• What to work on:
When a line below holds the string "lane", show that line.

+++ Data supplied +++

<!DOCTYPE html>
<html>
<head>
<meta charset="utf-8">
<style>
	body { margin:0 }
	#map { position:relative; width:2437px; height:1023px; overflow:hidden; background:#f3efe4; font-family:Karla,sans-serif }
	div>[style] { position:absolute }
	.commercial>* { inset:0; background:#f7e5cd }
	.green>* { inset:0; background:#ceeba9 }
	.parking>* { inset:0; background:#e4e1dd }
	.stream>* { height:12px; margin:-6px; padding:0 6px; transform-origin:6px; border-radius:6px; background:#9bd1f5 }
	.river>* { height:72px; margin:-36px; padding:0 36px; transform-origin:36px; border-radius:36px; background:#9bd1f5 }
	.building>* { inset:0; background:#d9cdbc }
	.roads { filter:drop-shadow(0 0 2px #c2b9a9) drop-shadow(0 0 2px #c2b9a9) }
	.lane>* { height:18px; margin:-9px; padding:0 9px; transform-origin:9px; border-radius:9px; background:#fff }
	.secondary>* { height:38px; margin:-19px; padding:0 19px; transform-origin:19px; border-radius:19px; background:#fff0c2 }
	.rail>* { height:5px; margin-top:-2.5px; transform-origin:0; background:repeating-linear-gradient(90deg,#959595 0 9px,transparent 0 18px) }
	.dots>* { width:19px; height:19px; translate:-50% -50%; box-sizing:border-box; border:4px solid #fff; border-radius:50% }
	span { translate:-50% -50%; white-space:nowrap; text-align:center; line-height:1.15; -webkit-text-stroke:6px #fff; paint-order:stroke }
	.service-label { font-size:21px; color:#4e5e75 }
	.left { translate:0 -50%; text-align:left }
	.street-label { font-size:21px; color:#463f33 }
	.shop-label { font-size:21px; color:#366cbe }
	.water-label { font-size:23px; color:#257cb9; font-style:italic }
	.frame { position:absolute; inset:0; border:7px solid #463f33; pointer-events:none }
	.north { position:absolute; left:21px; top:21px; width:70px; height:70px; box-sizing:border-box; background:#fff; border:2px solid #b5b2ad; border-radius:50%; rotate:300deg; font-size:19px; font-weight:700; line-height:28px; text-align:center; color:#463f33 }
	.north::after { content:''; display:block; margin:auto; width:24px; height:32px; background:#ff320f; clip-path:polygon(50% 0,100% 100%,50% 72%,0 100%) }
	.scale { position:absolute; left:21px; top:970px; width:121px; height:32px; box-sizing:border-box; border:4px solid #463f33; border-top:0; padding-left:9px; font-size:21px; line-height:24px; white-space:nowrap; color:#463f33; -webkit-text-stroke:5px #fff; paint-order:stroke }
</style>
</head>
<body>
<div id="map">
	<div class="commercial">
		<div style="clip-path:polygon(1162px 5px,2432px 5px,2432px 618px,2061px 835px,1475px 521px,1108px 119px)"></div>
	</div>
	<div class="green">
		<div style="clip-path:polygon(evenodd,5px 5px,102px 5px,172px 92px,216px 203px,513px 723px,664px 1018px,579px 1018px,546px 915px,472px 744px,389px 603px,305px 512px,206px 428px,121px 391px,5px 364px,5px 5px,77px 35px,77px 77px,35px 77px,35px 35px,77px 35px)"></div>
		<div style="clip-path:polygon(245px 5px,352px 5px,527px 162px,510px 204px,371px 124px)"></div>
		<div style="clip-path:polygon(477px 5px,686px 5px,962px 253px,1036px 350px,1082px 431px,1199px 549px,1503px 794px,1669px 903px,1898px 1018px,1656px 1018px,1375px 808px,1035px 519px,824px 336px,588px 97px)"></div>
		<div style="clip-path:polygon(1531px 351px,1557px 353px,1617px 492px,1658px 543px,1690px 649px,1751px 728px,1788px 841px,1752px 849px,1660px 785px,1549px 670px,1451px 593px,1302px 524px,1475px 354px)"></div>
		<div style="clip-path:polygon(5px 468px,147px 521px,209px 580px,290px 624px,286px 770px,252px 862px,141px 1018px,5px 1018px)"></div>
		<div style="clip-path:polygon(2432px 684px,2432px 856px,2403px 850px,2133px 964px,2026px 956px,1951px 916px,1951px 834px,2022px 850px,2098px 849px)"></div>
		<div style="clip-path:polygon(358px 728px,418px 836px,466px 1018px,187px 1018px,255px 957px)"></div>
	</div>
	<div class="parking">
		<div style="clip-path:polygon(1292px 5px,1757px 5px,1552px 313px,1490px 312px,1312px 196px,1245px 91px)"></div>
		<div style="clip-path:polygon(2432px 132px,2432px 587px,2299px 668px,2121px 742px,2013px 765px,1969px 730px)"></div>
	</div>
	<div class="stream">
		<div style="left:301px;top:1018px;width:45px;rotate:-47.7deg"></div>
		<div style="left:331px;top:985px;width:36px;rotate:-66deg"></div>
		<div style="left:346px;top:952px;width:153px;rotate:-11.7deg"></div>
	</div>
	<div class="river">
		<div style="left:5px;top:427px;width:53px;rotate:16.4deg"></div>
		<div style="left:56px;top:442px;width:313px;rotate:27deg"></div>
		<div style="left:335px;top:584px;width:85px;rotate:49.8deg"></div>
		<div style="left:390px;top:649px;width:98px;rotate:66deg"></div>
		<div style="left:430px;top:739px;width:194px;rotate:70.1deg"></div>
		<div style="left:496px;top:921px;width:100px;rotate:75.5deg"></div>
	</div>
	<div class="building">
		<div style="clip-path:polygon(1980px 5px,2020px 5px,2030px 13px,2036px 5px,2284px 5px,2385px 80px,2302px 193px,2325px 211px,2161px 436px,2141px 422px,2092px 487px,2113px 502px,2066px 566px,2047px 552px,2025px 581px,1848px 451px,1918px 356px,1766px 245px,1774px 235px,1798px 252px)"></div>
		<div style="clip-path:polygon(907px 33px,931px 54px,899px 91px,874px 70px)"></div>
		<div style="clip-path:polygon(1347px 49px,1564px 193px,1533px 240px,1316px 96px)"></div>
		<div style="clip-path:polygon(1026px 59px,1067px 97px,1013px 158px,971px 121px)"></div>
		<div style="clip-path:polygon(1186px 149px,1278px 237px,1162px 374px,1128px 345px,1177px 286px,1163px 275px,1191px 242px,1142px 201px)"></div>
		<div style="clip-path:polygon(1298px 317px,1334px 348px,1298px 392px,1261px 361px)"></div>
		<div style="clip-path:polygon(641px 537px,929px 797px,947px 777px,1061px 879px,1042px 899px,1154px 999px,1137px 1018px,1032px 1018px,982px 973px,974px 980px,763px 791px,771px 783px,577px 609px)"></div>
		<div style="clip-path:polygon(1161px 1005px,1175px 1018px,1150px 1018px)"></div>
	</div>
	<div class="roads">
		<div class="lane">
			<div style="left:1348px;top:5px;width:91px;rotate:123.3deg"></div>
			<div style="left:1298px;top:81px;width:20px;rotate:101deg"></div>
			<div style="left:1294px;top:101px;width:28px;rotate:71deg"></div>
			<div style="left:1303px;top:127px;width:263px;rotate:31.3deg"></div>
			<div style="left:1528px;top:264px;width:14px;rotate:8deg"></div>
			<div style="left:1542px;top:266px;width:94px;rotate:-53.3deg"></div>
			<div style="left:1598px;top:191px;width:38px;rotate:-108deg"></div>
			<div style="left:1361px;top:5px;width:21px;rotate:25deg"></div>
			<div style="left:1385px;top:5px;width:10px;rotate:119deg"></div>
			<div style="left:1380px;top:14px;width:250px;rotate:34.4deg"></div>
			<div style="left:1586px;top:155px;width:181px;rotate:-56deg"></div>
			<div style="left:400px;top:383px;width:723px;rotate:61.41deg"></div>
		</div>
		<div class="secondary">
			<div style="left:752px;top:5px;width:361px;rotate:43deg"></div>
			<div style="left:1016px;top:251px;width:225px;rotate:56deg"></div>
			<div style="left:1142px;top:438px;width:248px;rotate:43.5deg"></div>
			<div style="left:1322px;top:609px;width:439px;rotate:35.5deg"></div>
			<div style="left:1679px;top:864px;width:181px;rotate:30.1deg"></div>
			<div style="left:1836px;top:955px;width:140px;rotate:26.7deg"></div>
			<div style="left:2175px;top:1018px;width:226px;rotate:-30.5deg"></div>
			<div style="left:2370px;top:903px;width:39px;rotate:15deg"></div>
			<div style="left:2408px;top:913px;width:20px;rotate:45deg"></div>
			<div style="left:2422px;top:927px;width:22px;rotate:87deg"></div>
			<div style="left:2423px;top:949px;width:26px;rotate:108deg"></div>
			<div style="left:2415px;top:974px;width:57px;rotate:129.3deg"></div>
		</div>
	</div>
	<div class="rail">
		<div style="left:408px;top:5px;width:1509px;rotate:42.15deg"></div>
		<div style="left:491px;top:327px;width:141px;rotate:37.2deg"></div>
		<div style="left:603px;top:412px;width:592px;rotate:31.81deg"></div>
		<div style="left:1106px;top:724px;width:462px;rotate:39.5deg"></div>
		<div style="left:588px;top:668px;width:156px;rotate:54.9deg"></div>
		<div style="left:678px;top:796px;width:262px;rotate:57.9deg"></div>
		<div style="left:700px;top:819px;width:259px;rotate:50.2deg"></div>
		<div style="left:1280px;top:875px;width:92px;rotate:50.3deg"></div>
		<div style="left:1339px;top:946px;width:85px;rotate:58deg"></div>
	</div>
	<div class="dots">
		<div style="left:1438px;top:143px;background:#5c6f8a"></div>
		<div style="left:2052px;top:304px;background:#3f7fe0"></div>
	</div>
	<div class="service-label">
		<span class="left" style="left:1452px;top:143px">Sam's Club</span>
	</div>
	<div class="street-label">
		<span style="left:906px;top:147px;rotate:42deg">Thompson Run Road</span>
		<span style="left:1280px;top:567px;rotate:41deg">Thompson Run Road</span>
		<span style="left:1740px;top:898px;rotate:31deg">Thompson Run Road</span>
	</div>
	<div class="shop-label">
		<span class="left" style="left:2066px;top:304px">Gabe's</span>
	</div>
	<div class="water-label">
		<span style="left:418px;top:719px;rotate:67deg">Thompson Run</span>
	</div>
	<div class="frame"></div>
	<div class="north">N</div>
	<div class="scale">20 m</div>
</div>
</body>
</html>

+++

• Solution for this exercise:
	.lane>* { height:18px; margin:-9px; padding:0 9px; transform-origin:9px; border-radius:9px; background:#fff }
		<div class="lane">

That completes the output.